Character.AI's cache-aware truncation algorithm truncates up to the same fixed truncation point for every k turns. This means that the sequence of tokens remains unbroken up until the most recent message allowing us to reuse computations stored in GPU prefix cache from the previous turn. Note that k is not directly controllable but is a function of the truncation step and the average number of tokens per message being truncated.

Conclusion

Prompt Poet represents a significant leap forward in the field of prompt engineering, shifting the focus from cumbersome manual string manipulations to a more streamlined and intuitive design-focused approach. By leveraging principles of UI design and applying them to prompt construction, this tool simplifies the creation of complex and personalized prompts enhancing the quality of interactions between users and AI models.

With Prompt Poet, both developers and non-technical users are empowered to focus more on prompt design and less on prompt engineering. This shift towards design over engineering holds the potential to reshape how we interact with AI, making these interactions more efficient, intuitive, and aligned with user needs. As we continue to explore the capabilities of large language models and expand their applications, tools like Prompt Poet will play a crucial role in harnessing their full potential in user-centric ways.
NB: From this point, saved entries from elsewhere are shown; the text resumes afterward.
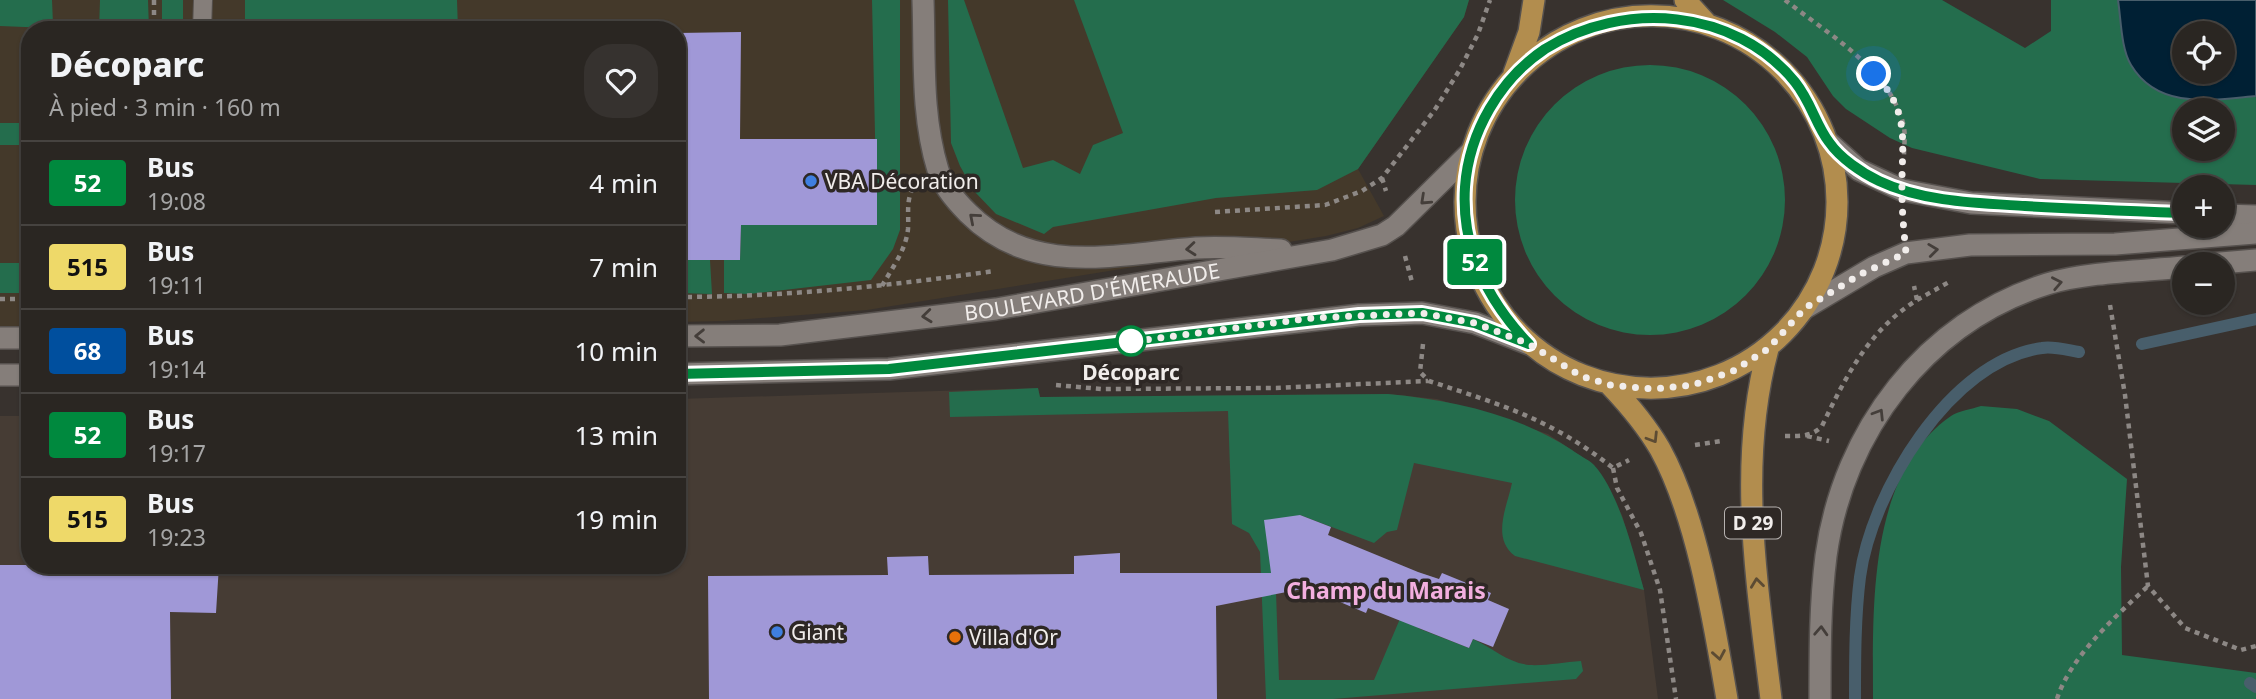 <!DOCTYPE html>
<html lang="fr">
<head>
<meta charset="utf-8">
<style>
  :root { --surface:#2a2622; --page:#36322f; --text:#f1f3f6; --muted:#a5a5a5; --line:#464340 }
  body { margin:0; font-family:"Noto Sans",sans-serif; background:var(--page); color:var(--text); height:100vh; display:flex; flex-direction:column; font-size:26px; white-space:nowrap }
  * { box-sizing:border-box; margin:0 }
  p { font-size:23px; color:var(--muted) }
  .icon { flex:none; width:38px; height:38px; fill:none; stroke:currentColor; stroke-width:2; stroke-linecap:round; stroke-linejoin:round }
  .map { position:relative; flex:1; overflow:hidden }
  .sheet { position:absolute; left:21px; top:21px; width:665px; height:553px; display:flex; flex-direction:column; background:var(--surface); border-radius:28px; box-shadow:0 2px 5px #0004,0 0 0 2px var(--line) }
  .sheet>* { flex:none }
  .badge { padding:0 14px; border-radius:5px; font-size:24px; line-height:46px }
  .controls { position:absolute; left:2172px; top:21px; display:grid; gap:14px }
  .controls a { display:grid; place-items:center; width:63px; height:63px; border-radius:50%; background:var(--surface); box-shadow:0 2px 5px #0004,0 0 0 2px var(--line); font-size:35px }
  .you { position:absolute; width:35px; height:35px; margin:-18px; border:5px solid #fff; border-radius:50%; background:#1a73e8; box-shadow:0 0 0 10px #1a73e833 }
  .map>.badge { position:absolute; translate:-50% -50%; box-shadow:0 0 0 4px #fff }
  .round { display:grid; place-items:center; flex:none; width:74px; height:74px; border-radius:28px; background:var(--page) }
  .summary { display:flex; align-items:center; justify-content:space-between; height:119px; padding:0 28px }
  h1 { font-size:33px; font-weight:800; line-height:52px }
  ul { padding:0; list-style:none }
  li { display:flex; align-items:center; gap:21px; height:84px; padding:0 28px; border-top:2px solid var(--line) }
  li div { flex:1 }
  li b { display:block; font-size:26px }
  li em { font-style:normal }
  li .badge { min-width:77px; font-weight:700; text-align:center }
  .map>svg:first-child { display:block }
  .commercial { fill:#44392a }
  .built { fill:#463c34 }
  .green { fill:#246d4d; fill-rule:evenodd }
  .water { fill:#002034; stroke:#485e6b; stroke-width:2; fill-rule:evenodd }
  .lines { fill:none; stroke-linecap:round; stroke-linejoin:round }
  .stream { stroke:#485e6b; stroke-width:12 }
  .building { fill:#a098d7 }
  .lane-casing { stroke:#56514e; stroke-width:20 }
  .street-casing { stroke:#56514e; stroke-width:24 }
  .secondary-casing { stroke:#56514e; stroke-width:24 }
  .primary-casing { stroke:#56514e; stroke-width:24 }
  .path { stroke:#8d8885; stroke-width:4.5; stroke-dasharray:5 5; stroke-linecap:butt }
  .lane { stroke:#857e7a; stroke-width:18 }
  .street { stroke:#857e7a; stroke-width:21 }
  .secondary { stroke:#857e7a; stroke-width:21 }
  .primary { stroke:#b28d4e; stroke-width:21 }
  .oneway { stroke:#443e3a }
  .oneway2 { stroke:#5c4b33 }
  .line-casing { stroke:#fff; stroke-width:16 }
  .line { stroke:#00893e; stroke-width:10 }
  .walk { stroke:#f1edeb; stroke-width:7; stroke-dasharray:0 12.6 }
  .shop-dot { fill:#3f7fe0; stroke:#2e2825; stroke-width:2.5 }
  .stop-dot { fill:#fff; stroke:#00893e; stroke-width:3.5 }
  .food-dot { fill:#e8710a; stroke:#2e2825; stroke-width:2.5 }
  .labels { text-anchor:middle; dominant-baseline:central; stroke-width:7; stroke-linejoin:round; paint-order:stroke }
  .shield { fill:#2e2825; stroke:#b6b2b0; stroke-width:2 }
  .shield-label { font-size:19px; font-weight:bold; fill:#f1edeb }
  .poi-label { font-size:21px; fill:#f1edeb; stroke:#2e2825; text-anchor:start }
  .street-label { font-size:21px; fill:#f1edeb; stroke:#2e2825 }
  .stop-label { font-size:21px; font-weight:bold; fill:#f1edeb; stroke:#2e2825 }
  .neighbourhood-label { font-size:23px; font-weight:bold; fill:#f3afdf; stroke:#2e2825 }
</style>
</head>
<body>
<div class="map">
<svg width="2256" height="699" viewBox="0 0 2256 699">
  <rect width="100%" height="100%" fill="#38322e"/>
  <path class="commercial" d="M0 0H1469L1464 17 1358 169 1384 216 1358 228 1326 236 867 310 723 321 677 322V30H30V326H0Z"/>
  <path class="built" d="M1038 388 1040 397 1388 394 1437 399 1548 434 1594 465 1622 515 1644 590 1658 699H0V416H30V565H677V399Z"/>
  <path class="green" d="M0 0H52L53 24 49 28 0 26Z
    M100 0H148L149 30H99Z
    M162 0H183V30H162Z
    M245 0H457L458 30H245Z
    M872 0H900V230L893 249 871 280 749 294 724 293V260H740L741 225 877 224Z
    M948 0H964L1023 168 1053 160 1080 174 1093 145 1123 133 1074 0H1469L1464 17 1358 169 1317 190 1216 198 1053 227 1044 234 996 214 974 191 960 166 951 143Z
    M1723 0H1942L2025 48 2051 31V0H2118L2130 63 2236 98 2256 96V185L2040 179 1912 148 1890 138 1846 109 1833 96 1807 57 1775 32ZM2184 110H2222V149H2184Z
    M1515 200a135 135 0 1 1 270 0a135 135 0 1 1-270 0Z
    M0 123H30V145H0Z
    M677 260H710L712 294 677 293Z
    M0 263H30V293H0Z
    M1038 388 1040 397 1388 394C1451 400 1518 414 1572 450 1578 455 1588 459 1594 465 1619 492 1634 554 1644 590L1515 556C1491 538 1507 507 1512 483L1414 463 1397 530 1387 532 1374 543 1300 515 1276 592 1279 680H1374L1402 614 1420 629 1469 648 1473 639C1491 647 1508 663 1529 665 1546 666 1564 662 1581 661L1583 671 1576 679 1333 699H1266L1260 552 1249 533 1232 524 1228 411 950 417 949 392Z
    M1981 406 2017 409 2049 421 2127 479 2121 567 2122 655 2256 673V699H1873C1873 609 1867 474 1951 416 1958 411 1972 409 1981 406Z"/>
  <path class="water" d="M2118 0H2256V96C2211 100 2158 110 2131 65 2121 49 2121 19 2118 0ZM2184 33H2222V72H2184Z"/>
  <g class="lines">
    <path class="stream" d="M2142 344 2256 319
      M2250 683 2256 687
      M1855 699C1855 659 1855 617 1860 577 1871 493 1950 360 2042 348 2053 346 2067 350 2079 352"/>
  </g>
  <path class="building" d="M741 32 740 139H877V225H741L740 260H677V33Z
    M1300 515 1331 527 1328 535 1418 572 1439 579 1442 573 1491 593 1488 600 1509 609 1493 647 1473 639 1469 648 1368 608 1366 613 1307 588 1216 606 1217 699H709L708 576 888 575 887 557 928 556 929 575 1074 574V556L1120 553V573H1271L1264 520Z
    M0 565H219L216 613 170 612 171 699H0Z"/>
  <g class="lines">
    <defs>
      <path id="lane" d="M202 30 203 0"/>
      <path id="street" d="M2209 264 2256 260
        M1820 699C1820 652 1820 603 1826 556 1843 431 1926 322 2047 284 2086 272 2143 271 2184 267"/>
      <g id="secondary">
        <path d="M923 0C925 57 921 115 938 170 943 186 956 201 968 213 1033 278 1115 254 1196 248 1224 246 1253 249 1281 250"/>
        <path d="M1829 143 1859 170 1902 190 1971 203 2184 213"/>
        <path d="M2222 215 2256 216"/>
        <path d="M1805 308 1874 267 1906 253 1970 245 2115 244 2256 233"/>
        <path id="s1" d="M677 336 780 335 996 309 1332 250 1382 235 1396 226 1472 151"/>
        <path d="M0 338H30"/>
        <path d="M677 374 889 369 1359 315 1422 313 1475 323 1529 344"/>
        <path d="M0 375H30"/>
      </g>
      <path id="primary" d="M1685 0 1708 25
        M1465 202a186 186 0 1 1 372 0a186 186 0 1 1-372 0Z
        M1514 73 1529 32 1534 0
        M1768 349C1737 464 1757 583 1771 699
        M1610 385C1629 405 1646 425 1660 449 1697 516 1714 623 1727 699"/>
    </defs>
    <use href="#lane" class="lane-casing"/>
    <use href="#street" class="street-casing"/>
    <use href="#secondary" class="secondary-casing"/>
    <use href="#primary" class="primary-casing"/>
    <path class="path" d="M154 0V30
      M1785 0C1828 34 1888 68 1903 123 1906 133 1904 146 1904 156
      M1382 178 1386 191
      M1215 212 1325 205 1362 191 1382 178 1434 111 1459 71 1478 34 1490 0
      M1405 256 1412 282
      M882 286C892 268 906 250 908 229 909 215 906 203 912 190
      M677 297C784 297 888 286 994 271
      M0 299H30
      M1917 300 1949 282
      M2110 305 2125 395 2148 586 2185 628 2241 650 2256 646
      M1423 344 1420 372 1429 381C1502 405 1551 419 1613 468L1629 460
      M1056 385 1101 389 1276 388 1428 381
      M1785 436C1800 436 1812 437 1822 426 1846 376 1869 330 1917 300L1914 286
      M1807 436 1829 441
      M1695 445 1721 441
      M1613 468 1617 488 1641 533 1660 590 1676 699
      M2057 699C2070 657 2116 616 2148 586"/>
    <use href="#lane" class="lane"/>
    <use href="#street" class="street"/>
    <use href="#secondary" class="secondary"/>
    <use href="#primary" class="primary"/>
  </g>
  <defs><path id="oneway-chevron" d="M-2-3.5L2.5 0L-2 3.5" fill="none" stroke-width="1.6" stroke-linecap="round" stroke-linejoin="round" transform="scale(1.75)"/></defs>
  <g class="oneway">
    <use href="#oneway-chevron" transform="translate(1425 200) rotate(137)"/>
    <use href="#oneway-chevron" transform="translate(974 218) rotate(-139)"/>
    <use href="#oneway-chevron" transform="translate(1191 249) rotate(175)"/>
    <use href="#oneway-chevron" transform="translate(1933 250) rotate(-7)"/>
    <use href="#oneway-chevron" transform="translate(2057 283) rotate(-11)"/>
    <use href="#oneway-chevron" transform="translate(927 316) rotate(174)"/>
    <use href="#oneway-chevron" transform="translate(700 336) rotate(179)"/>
    <use href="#oneway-chevron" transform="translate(1879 414) rotate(-58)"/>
    <use href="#oneway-chevron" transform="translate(1821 631) rotate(-87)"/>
  </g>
  <g class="oneway2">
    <use href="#oneway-chevron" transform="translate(1653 438) rotate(58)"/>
    <use href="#oneway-chevron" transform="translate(1757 583) rotate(-97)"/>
    <use href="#oneway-chevron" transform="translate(1719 655) rotate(80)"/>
  </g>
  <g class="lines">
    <defs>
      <path id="line" d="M677 374 889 369 1359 315 1422 313 1475 323 1529 344C1487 300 1461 249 1465 187 1469 132 1500 79 1545 49 1623 0 1735 8 1795 82 1811 102 1816 125 1829 142 1840 158 1862 173 1879 181 1923 202 1977 203 2025 206 2078 209 2131 211 2184 213"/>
    </defs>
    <use href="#line" class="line-casing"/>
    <use href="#line" class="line"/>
    <path class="walk" d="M1131 341 1121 343 1312 318 1422 313 1475 323 1529 344 1581 376 1610 385 1652 389 1693 385 1733 371 1768 349 1805 308 1861 274 1906 253C1904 233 1902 212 1902 192 1901 144 1912 112 1874 74"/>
  </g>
  <g class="shop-dot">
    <circle cx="811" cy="181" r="7"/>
    <circle cx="777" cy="632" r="7"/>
  </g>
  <circle class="stop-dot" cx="1131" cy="341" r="14"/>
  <circle class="food-dot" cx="955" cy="637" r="7"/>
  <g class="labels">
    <rect class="shield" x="1725" y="507.5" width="56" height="31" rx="5"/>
    <g class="shield-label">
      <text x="1753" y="523">D 29</text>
    </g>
    <g class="poi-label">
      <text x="825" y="181">VBA Décoration</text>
      <text x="791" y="632">Giant</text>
      <text x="969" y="637">Villa d'Or</text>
    </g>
    <g class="street-label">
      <text stroke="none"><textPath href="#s1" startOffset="418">BOULEVARD D'ÉMERAUDE</textPath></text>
    </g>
    <g class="stop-label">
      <text x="1131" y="372">Décoparc</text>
    </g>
    <g class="neighbourhood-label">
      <text x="1386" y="590">Champ du Marais</text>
    </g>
  </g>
</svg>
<div class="controls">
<a><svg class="icon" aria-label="locate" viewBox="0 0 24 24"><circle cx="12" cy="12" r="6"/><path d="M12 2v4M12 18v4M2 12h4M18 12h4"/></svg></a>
<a><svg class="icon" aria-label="layers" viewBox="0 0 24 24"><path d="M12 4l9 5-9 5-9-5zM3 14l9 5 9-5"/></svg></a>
<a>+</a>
<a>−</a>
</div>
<div class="you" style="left:1874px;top:74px"></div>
<b class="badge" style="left:1475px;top:262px;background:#00893e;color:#fff">52</b>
<section class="sheet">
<div class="summary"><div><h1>Décoparc</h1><p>À pied · 3 min · 160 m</p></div><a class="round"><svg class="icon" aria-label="heart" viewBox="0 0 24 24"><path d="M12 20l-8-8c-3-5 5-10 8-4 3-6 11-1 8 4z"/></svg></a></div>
<ul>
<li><span class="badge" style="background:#00893e;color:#fff">52</span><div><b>Bus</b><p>19:08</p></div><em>4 min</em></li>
<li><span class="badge" style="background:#eed969;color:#111">515</span><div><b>Bus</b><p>19:11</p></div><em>7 min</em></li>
<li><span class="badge" style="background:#004f9e;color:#fff">68</span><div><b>Bus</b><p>19:14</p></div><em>10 min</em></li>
<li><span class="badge" style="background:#00893e;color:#fff">52</span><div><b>Bus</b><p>19:17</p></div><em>13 min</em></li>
<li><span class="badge" style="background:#eed969;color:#111">515</span><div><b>Bus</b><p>19:23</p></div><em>19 min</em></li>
</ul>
</section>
</div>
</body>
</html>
  • Priompt: Priompt (priority + prompt) is a JSX-based prompting library. It uses priorities to decide what to include in the context window. This project achieves a similar goal in separating a templating layer from a logical construction layer written in and compatible with TypeScript-based usage.
  • dspy: Provides a great way of automagically optimizing prompts for different models though lacks deterministic control of the prompt important for things like caching and high-throughput, low latency production systems.
  • Prompt Engine: Born from a common problem of production prompt engineering requiring substantial code to manipulate and update strings this Typescript package similarly adds structure to the prompt templating process– though comes across as being somewhat opinionated making assumptions based on the use cases. With last commits being from 2 years ago it does not seem as though this package is in active development.
  • llm: Allows basic prompts to be defined in YAML with the Jinja2 enabled features like dynamic control flow, function calling and data bindings.
  • Raw Python f-strings: There are several projects that take slightly different approaches to prompt templating by wrapping f-strings:
    • LangChain: LangChain has a much larger scope than prompt templates though it does provide some basic templating abstractions. Good for simple templating use cases then starts to get unwieldy as prompts increase in complexity.
    • LlamaIndex: Like LangChain, LlamaIndex has a much larger scope than prompt templates though it also provides some basic templating abstractions.
    • Mirascope: Implements a novel approach to prompt templating by encapsulating everything in a single python class and using the class’s docstring as the f-string into which to bind data.